Work order -> Whenever a line in the records below contains "badge", pick it out.

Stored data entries
┌────────

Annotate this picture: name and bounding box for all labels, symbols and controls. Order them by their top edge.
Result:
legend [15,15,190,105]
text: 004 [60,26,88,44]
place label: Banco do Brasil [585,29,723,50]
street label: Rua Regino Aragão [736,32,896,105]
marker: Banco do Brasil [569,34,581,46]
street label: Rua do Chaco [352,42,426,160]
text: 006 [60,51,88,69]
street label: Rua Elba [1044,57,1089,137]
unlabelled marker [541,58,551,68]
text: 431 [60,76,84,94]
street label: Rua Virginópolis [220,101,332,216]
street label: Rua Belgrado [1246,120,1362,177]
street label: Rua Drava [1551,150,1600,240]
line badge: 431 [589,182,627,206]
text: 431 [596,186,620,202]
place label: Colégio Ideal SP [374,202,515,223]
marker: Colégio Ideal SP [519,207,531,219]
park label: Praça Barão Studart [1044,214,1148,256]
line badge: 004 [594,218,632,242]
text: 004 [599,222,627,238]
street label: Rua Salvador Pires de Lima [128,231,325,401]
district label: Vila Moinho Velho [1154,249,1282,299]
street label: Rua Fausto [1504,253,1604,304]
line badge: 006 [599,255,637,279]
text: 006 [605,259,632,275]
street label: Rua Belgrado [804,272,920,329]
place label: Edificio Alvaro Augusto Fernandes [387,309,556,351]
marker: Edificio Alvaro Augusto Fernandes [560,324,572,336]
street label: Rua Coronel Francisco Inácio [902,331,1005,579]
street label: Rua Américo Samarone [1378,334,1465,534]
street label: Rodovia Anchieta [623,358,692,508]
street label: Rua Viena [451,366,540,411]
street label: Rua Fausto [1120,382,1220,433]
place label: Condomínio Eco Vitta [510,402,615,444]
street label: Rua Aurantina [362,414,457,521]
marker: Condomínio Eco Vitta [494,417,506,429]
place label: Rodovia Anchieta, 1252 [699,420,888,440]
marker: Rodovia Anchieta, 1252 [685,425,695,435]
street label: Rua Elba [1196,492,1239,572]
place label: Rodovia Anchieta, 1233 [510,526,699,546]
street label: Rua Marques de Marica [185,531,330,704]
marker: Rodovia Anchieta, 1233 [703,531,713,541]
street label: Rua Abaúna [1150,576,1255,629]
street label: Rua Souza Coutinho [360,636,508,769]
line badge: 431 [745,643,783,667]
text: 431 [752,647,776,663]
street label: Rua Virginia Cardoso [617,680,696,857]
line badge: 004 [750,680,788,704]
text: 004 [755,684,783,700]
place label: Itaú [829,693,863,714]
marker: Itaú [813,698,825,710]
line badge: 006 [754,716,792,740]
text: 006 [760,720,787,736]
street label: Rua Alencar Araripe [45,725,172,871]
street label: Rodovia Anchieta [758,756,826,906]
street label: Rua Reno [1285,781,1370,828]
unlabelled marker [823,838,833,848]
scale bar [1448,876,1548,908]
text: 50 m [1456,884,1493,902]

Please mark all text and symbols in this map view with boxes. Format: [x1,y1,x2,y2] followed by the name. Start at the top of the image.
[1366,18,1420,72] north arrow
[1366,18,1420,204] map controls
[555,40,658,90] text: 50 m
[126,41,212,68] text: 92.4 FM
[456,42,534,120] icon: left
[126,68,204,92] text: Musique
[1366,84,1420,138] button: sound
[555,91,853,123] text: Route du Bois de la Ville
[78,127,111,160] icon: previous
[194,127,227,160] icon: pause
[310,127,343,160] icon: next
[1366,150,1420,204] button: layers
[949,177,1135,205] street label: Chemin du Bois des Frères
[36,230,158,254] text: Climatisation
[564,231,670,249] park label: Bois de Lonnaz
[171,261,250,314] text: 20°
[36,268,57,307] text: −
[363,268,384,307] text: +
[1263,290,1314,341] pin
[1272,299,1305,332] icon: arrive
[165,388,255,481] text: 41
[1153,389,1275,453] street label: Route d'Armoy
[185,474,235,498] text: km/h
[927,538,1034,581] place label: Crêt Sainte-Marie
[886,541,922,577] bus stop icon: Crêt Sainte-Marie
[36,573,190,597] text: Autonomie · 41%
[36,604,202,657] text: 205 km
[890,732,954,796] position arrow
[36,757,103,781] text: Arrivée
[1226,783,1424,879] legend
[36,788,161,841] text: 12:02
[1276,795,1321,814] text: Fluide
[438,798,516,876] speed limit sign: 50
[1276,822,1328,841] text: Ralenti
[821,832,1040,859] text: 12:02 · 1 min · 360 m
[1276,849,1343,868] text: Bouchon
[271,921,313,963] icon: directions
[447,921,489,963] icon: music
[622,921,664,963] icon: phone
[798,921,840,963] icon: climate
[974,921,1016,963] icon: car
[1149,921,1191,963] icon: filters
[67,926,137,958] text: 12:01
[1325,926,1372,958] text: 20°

└────────
┌────────

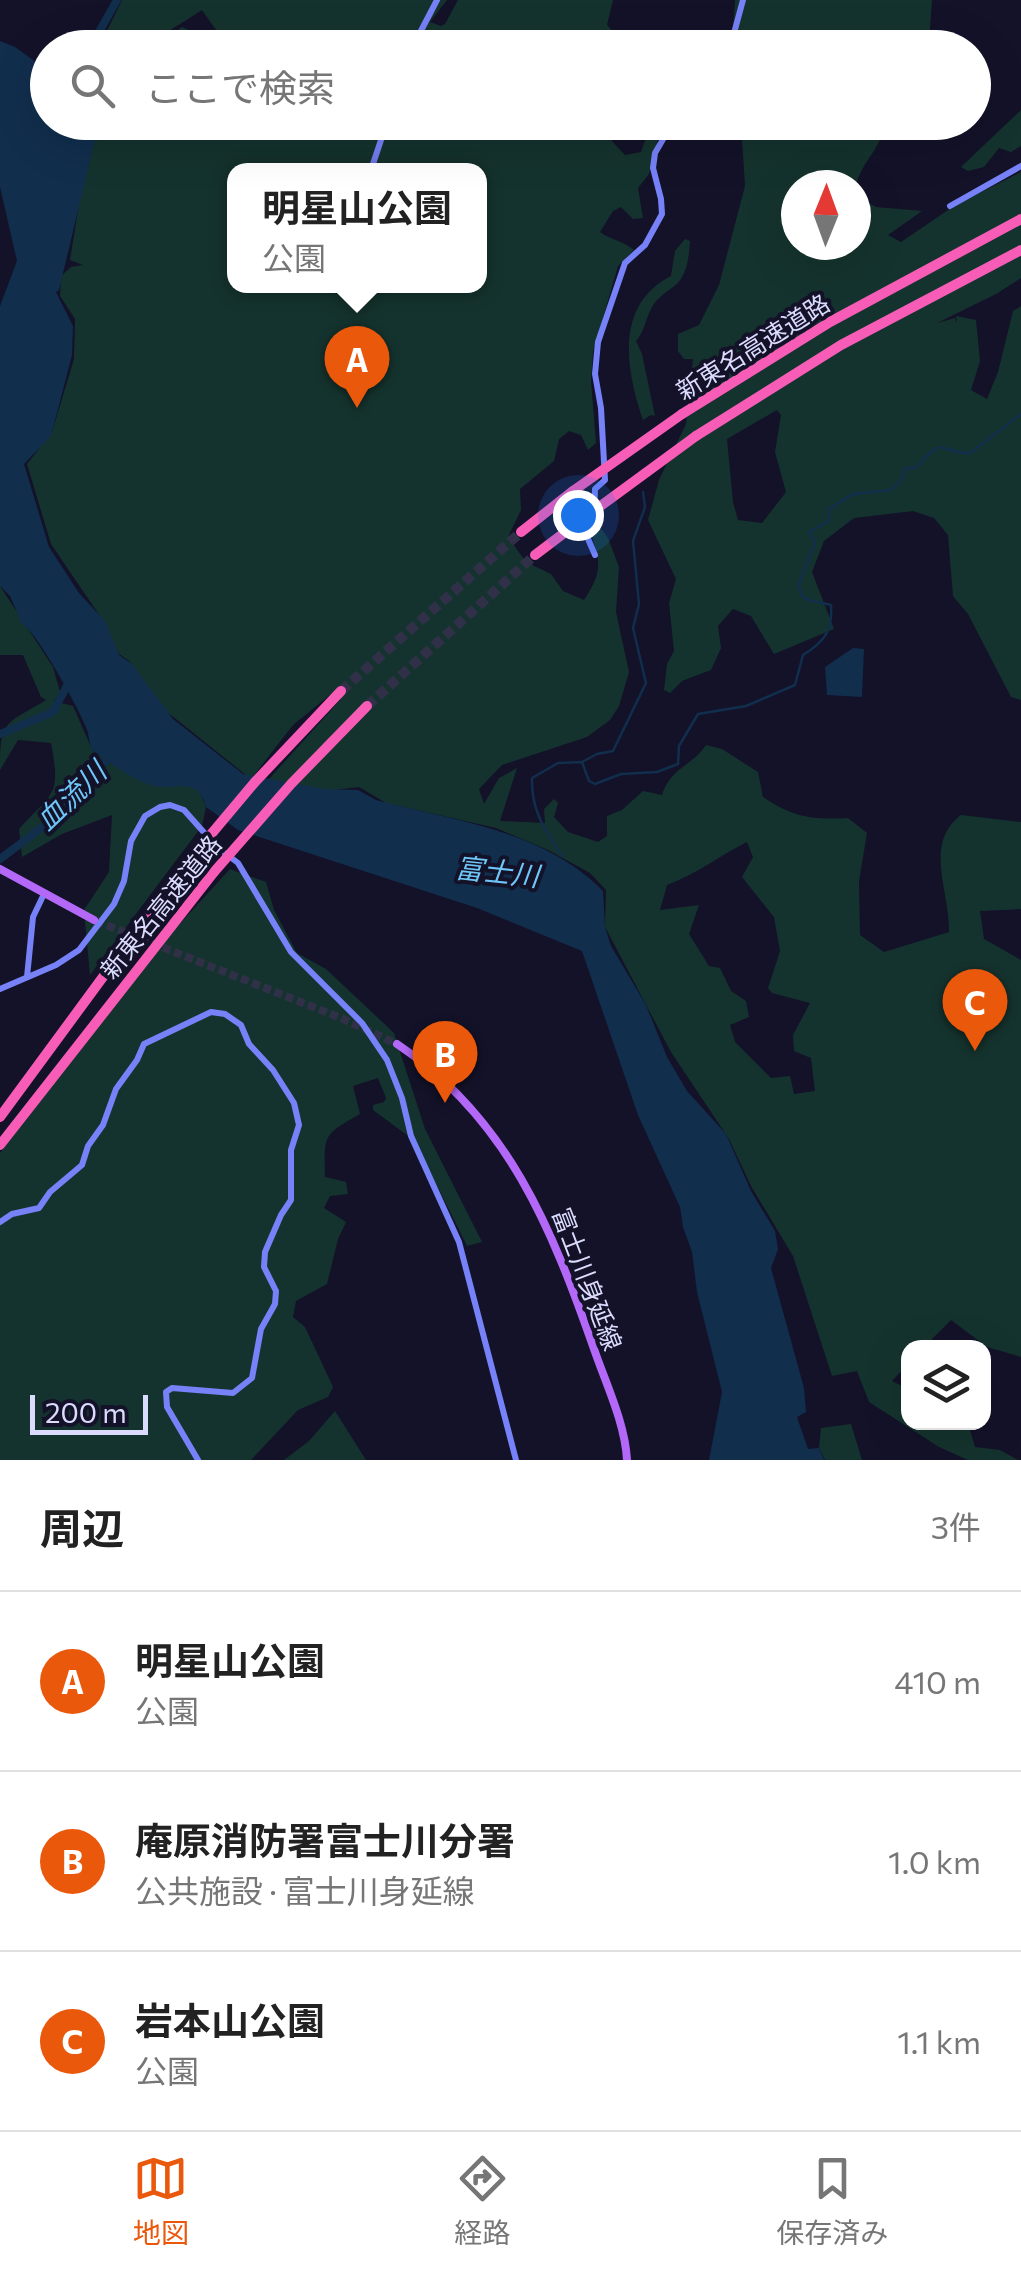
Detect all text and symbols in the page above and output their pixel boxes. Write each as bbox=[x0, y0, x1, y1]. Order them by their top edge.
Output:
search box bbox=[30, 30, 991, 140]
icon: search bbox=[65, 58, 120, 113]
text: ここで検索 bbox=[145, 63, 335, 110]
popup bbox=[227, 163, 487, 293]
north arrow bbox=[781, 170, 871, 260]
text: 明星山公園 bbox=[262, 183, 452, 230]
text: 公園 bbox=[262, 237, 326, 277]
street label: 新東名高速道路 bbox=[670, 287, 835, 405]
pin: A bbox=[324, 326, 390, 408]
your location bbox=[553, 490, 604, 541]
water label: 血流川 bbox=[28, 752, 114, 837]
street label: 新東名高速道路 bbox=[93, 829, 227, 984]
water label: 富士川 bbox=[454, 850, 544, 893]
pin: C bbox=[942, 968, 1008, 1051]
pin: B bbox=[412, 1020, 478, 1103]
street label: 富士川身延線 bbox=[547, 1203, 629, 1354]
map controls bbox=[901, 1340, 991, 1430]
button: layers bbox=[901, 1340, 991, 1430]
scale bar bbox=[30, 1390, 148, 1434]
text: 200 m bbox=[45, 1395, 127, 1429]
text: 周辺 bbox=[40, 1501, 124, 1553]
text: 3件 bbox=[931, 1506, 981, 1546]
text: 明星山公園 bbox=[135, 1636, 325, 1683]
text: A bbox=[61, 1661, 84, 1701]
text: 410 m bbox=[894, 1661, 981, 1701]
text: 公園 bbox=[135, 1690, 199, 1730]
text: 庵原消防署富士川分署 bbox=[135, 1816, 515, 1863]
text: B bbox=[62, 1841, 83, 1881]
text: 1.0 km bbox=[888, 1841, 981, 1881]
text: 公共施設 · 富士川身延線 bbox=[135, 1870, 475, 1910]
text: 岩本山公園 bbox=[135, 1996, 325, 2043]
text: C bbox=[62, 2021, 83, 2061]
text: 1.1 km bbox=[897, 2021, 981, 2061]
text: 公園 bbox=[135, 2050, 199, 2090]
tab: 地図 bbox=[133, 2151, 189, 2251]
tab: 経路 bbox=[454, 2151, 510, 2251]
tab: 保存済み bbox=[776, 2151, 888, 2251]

└────────

Response box ->
line badge: 431 [589,182,627,206]
line badge: 004 [594,218,632,242]
line badge: 006 [599,255,637,279]
line badge: 431 [745,643,783,667]
line badge: 004 [750,680,788,704]
line badge: 006 [754,716,792,740]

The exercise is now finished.